Mouvement mondial pour les forêts tropicales

Touchées par des barrages : des femmes qui luttent pour ne pas se noyer

Cause et conséquence d’un barrage

Le personnel de l’entreprise arriva
Et dit qu’il n’allait rien se passer
Soudain, une surprise
Les parents s’insurgèrent
Les filles se firent belles
Parce que plus de 4 000 hommes
Arrivèrent
[…]
Quelques unes se livrèrent
Et reçurent plein de serments
Ils dirent qu’ils avaient des motos et des autos
Beaucoup d’argent
Et que cela finirait
Par un mariage
Mais quelque chose tourna mal
Après l’aventure
Le ventre commence à grossir
Et la souffrance arrive
Avec le bébé sur les bras
Sans aide aucune […]
Rosa Aguiar ( A vida dos povos atingidos por barragens em poesia .São Paulo : Ecole Nationale de Formation Politique du MAB, 2010.)

La lutte des communautés touchées par les barrages apparaît au cours des années 80 quand, au Brésil, on construit des barrages pour produire de l’énergie électrique et satisfaire la demande due au processus d’industrialisation du pays. Dans ce contexte, le combat des personnes affectées surgit comme une nécessité, pour qu’elles fassent valoir leurs droits face à l’État brésilien et aux entreprises.

L’organisation du Mouvement des personnes lésées par les barrages (MAB, selon son sigle en portugais) naît comme un chemin possible pour que les populations affectées aient un espace sur la scène historique. L’objectif du MAB est de dénoncer la politique du secteur électrique et de s’y opposer. Pourtant, la lutte ne suffit pas pour garantir les droits des personnes touchées. En plus de dénoncer le modèle de production et de consommation d’énergie et de lutter contre la violation des droits, le mouvement cherche à discuter de la nécessité de formuler un nouveau Projet Energétique Populaire, où la base de l’analyse soit de comprendre pour quoi et pour qui on veut de l’énergie.

Le modèle d’implantation de barrages en vigueur au Brésil « a favorisé de façon récurrente de graves violations des droits de l’Homme, dont les conséquences finissent par accentuer les graves inégalités déjà existantes, se traduisant par des situations de misère et de déstructuration sociale, familiale et individuelle » selon le Conseil pour la défense des droits de la personne humaine (CDDPH) (1).

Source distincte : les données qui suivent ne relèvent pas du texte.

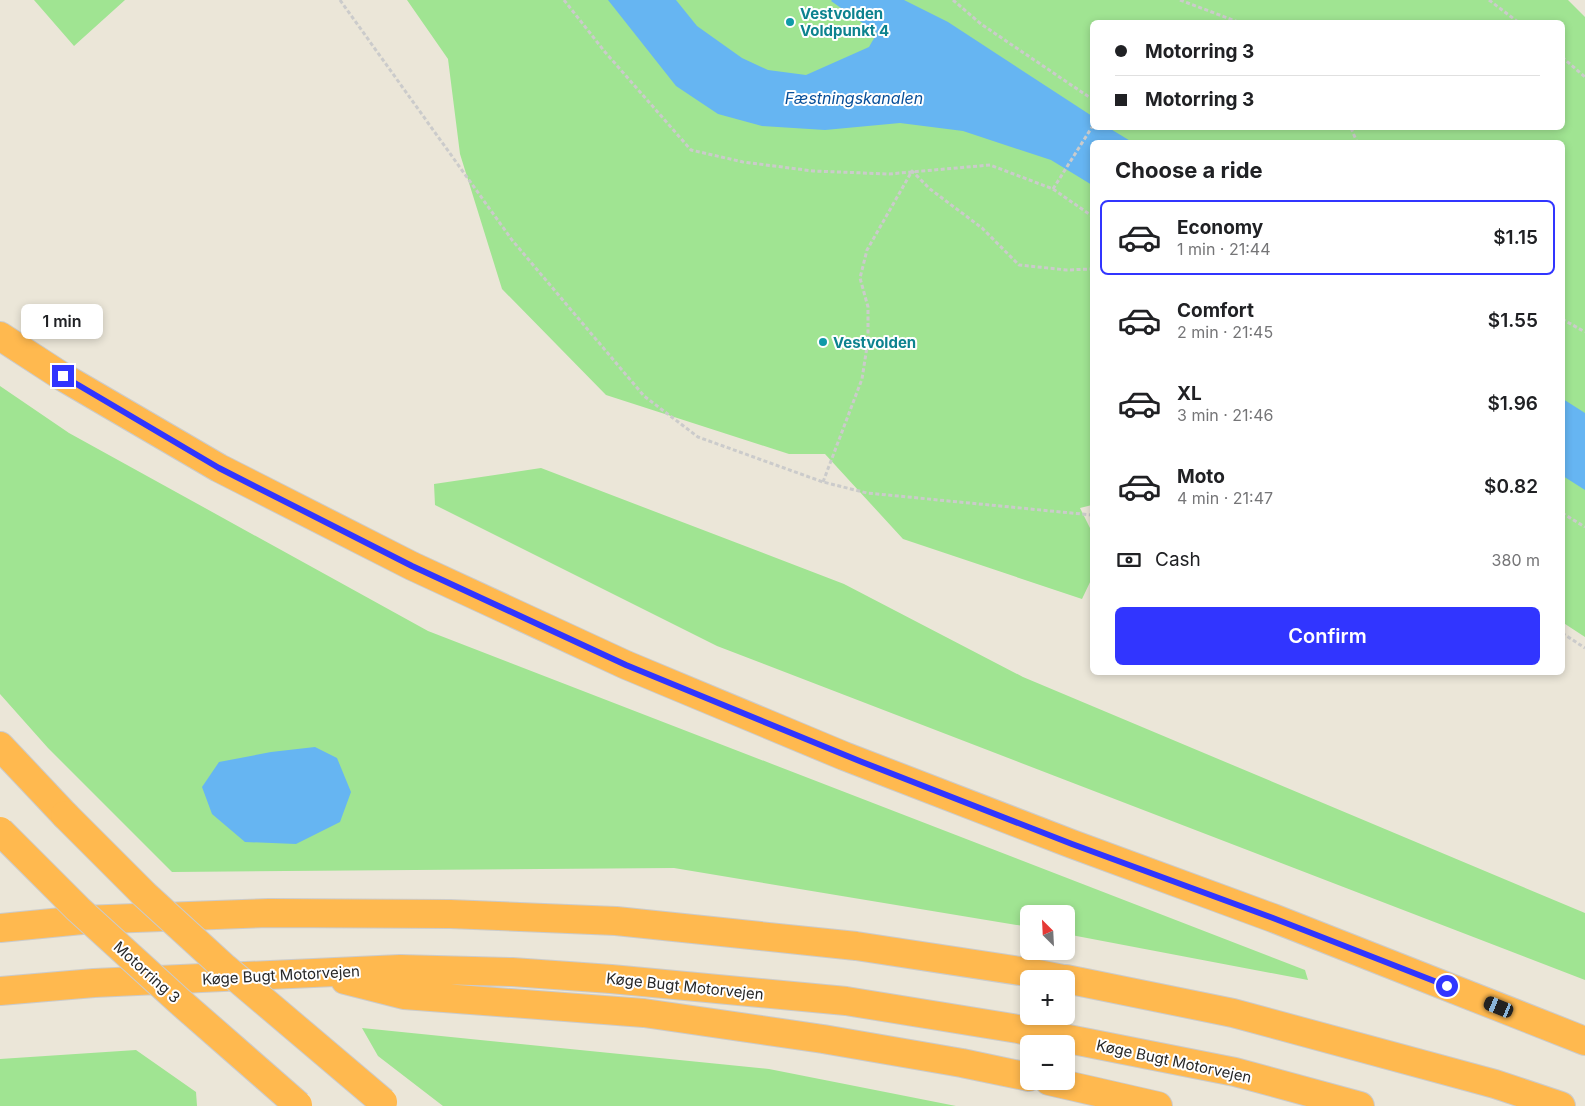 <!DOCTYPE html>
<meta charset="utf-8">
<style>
:root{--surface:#fff;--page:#f6f6f6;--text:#202124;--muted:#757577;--line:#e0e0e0;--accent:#3135ff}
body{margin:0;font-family:Inter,sans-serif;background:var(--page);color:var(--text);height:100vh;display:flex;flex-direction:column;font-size:19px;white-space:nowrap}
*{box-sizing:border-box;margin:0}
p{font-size:16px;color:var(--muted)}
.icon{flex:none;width:28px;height:28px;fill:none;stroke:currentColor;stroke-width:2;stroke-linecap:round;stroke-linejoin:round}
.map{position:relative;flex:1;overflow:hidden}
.side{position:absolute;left:1090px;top:140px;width:475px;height:535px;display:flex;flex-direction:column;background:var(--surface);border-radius:8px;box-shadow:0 2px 8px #0003}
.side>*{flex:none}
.banner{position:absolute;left:1090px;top:20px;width:475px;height:110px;border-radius:8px;box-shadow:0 2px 8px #0003;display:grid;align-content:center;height:110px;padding:0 25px;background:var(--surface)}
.needle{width:32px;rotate:336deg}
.buttons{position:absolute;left:1020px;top:905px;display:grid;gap:10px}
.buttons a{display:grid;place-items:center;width:55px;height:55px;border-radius:8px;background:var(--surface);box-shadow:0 2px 8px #0003;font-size:25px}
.end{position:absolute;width:22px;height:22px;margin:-11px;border:6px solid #3135ff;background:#fff;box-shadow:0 0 0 2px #fff}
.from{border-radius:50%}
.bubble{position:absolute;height:35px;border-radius:8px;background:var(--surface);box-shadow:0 2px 8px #0003;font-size:16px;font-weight:600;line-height:35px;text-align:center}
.car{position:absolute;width:15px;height:30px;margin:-15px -8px;border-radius:6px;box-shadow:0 0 4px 1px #0007;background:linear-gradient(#222 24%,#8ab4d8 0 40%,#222 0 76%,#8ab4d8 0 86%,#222 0)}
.banner b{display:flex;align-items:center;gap:18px;height:48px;font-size:19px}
.banner b+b{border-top:1px solid var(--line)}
.banner i{width:12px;height:12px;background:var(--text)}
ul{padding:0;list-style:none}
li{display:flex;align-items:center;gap:15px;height:75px;margin:0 10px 8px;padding:0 15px;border:2px solid transparent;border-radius:8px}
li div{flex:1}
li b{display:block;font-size:19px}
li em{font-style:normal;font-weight:600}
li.current{border-color:var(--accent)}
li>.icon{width:45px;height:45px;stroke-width:1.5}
h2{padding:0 25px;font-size:22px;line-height:60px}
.pay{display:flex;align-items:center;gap:12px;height:55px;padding:0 25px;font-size:19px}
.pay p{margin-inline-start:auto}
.button{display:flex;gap:10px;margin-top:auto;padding:10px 25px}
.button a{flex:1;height:58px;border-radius:8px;background:var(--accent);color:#fff;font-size:20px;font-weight:600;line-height:58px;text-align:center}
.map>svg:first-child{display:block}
</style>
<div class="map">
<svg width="1585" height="1106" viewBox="0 0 1585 1106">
<rect width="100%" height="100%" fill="#ebe6d8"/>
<path fill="#a0e492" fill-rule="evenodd" d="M34 0H125L74 46Z
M407 0H1568L1585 17V637L1562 622V142H1092V505L1080 508 1092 532V578L1082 599 903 539 825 454H789L606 395 502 289 460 154 448 59ZM1092 22H1562V128H1092Z
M0 386 69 433 428 631 1305 970 1308 980 1066 934V914H1029V927L674 868 172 872 48 748 0 694Z
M541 468 844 584 1023 677 1585 913V980L717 646 435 505 434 484Z
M362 1028 769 1069 956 1106H443L378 1056Z
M136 1050 196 1092 197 1106H0V1059Z"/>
<path fill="#66b5f2" d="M608 0H676L697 26 742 58 768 70 806 75 869 47 877 33 831 1 832 0H904L948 22 1092 116V128H1109L1132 142H1092V185L1051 160 963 131 900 123 825 130 762 126 718 114 676 86Z
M1563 399 1585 413V490L1563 476Z
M315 747 337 758 351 792 340 822 296 844 245 842 212 814 202 787 219 762 271 752Z"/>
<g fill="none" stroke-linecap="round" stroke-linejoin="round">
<defs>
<path id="motorway" d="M0 336 63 377 219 468 412 566 626 665 844 756 1072 844 1273 918 1585 1041
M0 746 65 815
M0 928 82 920 269 913 450 914 616 921 856 946 1033 973 1063 979
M1066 979 1233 1013 1495 1084 1561 1106
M345 980 404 995 644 1013 823 1039 962 1063 1029 1077
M0 991 94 983 400 969 512 972 611 979 846 1001 1018 1029 1235 1072 1360 1106
M1049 1081 1158 1106"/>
</defs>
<use href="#motorway" stroke="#cbcbcb" stroke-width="30"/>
<path stroke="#cbcbcb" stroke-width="3" stroke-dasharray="4 2.5" stroke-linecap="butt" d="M340 0 512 240 644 396 698 437 823 482 867 493 1092 515
M564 0 605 52 691 150 743 162 813 171 889 174 990 165 1053 189 1092 216
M953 0 981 24 1092 99
M1180 0 1238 22
M1489 0 1518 22
M1562 57 1585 77
M1351 128 1357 142
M1053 189 1092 127
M1562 319 1585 332
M823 482 862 379 868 340V307L860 278 867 250 912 171 930 189 982 228 1019 265 1067 270 1092 269
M1562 513 1585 527
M1562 633 1585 648"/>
<use href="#motorway" stroke="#ffb94f" stroke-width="28"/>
<defs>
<path id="motorway-bridge" d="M65 815 144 894 225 968 383 1102
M0 831 78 909 178 1000 298 1105"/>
</defs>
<use href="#motorway-bridge" stroke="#cbcbcb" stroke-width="30" stroke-linecap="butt"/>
<use href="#motorway-bridge" stroke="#ffb94f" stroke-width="28"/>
</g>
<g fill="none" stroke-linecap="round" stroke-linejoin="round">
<path stroke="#3135ff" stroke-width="6" d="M63 376 219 468 412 566 626 665 862 762 1072 844 1273 918 1447 986"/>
</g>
<g fill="#0f9aa8" stroke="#fff" stroke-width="2">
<circle cx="790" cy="22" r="5"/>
<circle cx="823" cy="342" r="5"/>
</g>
<g text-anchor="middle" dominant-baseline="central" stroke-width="4" stroke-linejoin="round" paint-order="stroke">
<g font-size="15" font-weight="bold" fill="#0d838f" stroke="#fff" text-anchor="start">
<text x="800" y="13">Vestvolden<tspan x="800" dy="17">Voldpunkt 4</tspan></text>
<text x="833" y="342">Vestvolden</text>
</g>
<g font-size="15" fill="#272727" stroke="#fff">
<text transform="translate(147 972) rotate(42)">Motorring 3</text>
<text transform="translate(281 975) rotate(-3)">Køge Bugt Motorvejen</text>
<text transform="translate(685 986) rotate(6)">Køge Bugt Motorvejen</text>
<text transform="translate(1174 1061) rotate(12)">Køge Bugt Motorvejen</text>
</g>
<g font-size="16" font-style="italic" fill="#09509a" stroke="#fff">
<text x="854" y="98">Fæstningskanalen</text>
</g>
</g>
</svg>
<div class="buttons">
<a><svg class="needle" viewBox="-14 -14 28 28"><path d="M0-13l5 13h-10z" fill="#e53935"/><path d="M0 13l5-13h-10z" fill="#757577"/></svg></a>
<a>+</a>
<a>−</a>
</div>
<i class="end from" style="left:1447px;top:986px"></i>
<i class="end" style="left:63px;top:376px"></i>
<div class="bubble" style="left:21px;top:304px;width:82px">1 min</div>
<i class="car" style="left:1499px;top:1007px;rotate:292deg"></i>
<div class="banner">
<b><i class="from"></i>Motorring 3</b>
<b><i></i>Motorring 3</b>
</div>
<section class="side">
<h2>Choose a ride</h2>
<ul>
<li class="current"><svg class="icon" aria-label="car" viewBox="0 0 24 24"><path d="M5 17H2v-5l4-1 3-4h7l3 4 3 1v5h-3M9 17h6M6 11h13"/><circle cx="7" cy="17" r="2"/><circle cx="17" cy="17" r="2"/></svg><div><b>Economy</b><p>1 min · 21:44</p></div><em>$1.15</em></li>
<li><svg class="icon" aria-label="car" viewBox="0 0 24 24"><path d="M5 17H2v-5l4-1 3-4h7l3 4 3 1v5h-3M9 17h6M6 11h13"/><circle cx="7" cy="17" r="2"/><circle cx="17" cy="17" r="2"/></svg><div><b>Comfort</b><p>2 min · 21:45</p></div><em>$1.55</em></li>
<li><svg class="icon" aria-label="car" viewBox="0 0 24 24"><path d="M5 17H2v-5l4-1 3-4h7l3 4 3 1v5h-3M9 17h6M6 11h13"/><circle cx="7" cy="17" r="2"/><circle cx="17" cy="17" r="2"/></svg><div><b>XL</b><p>3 min · 21:46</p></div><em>$1.96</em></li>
<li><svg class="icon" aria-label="car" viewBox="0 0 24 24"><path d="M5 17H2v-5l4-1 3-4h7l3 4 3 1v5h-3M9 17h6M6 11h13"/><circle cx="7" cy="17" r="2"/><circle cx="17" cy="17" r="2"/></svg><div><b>Moto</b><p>4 min · 21:47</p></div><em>$0.82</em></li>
</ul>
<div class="pay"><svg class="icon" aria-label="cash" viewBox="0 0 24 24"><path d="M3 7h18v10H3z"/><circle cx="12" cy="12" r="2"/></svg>Cash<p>380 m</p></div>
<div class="button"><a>Confirm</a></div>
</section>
</div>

Nous pouvons affirmer que les femmes affectées par les chantiers sont celles qui souffrent le plus des situations de conflits et de la déstructuration sociale familiale et individuelle causées par la construction des barrages, alors que « normalement », dans la société brésilienne, elles pâtissent déjà du sexisme.

En partant de ces données, nous nous sommes mis à réfléchir plus profondément, à l’intérieur du mouvement (MAB), sur la façon dont ce modèle de production d’énergie influe sur la vie des femmes affectées par la construction de barrages. Et les grandes questions dont nous discutons sont : outre l’inégalité historique vécue par les personnes de sexe féminin, quelles sont les principales violations dont souffrent les femmes touchées ? Quel est le rôle des femmes dans les processus de déplacement forcé dû aux barrages ? Quels sont les principaux défis auxquels doivent faire face les femmes dans leur combat de résistance ?

Les conséquences principales pour la vie des personnes affectées par les barrages et qui, en particulier, touchent davantage les femmes, sont de deux sortes : l’une, économique, est due à la perte de la terre, à la baisse du revenu familial vu que les postes de travail disparaissent, aux relations de production et de commercialisation déjà établies, aux activités variées qui sont décimées par l’inondation due au lac. L’autre est émotionnelle et affective, car les femmes voient disparaître leurs lieux de vie, toutes leurs relations avec l’environnement sont rompues, les structures et les relations communautaires sont détruites, les habitudes culturelles doivent être abandonnées et les femmes souffrent de l’insécurité qui naît de la nécessité d’aller vivre ailleurs, préoccupées qu’elles sont par la vie de leurs enfants et de toute la famille.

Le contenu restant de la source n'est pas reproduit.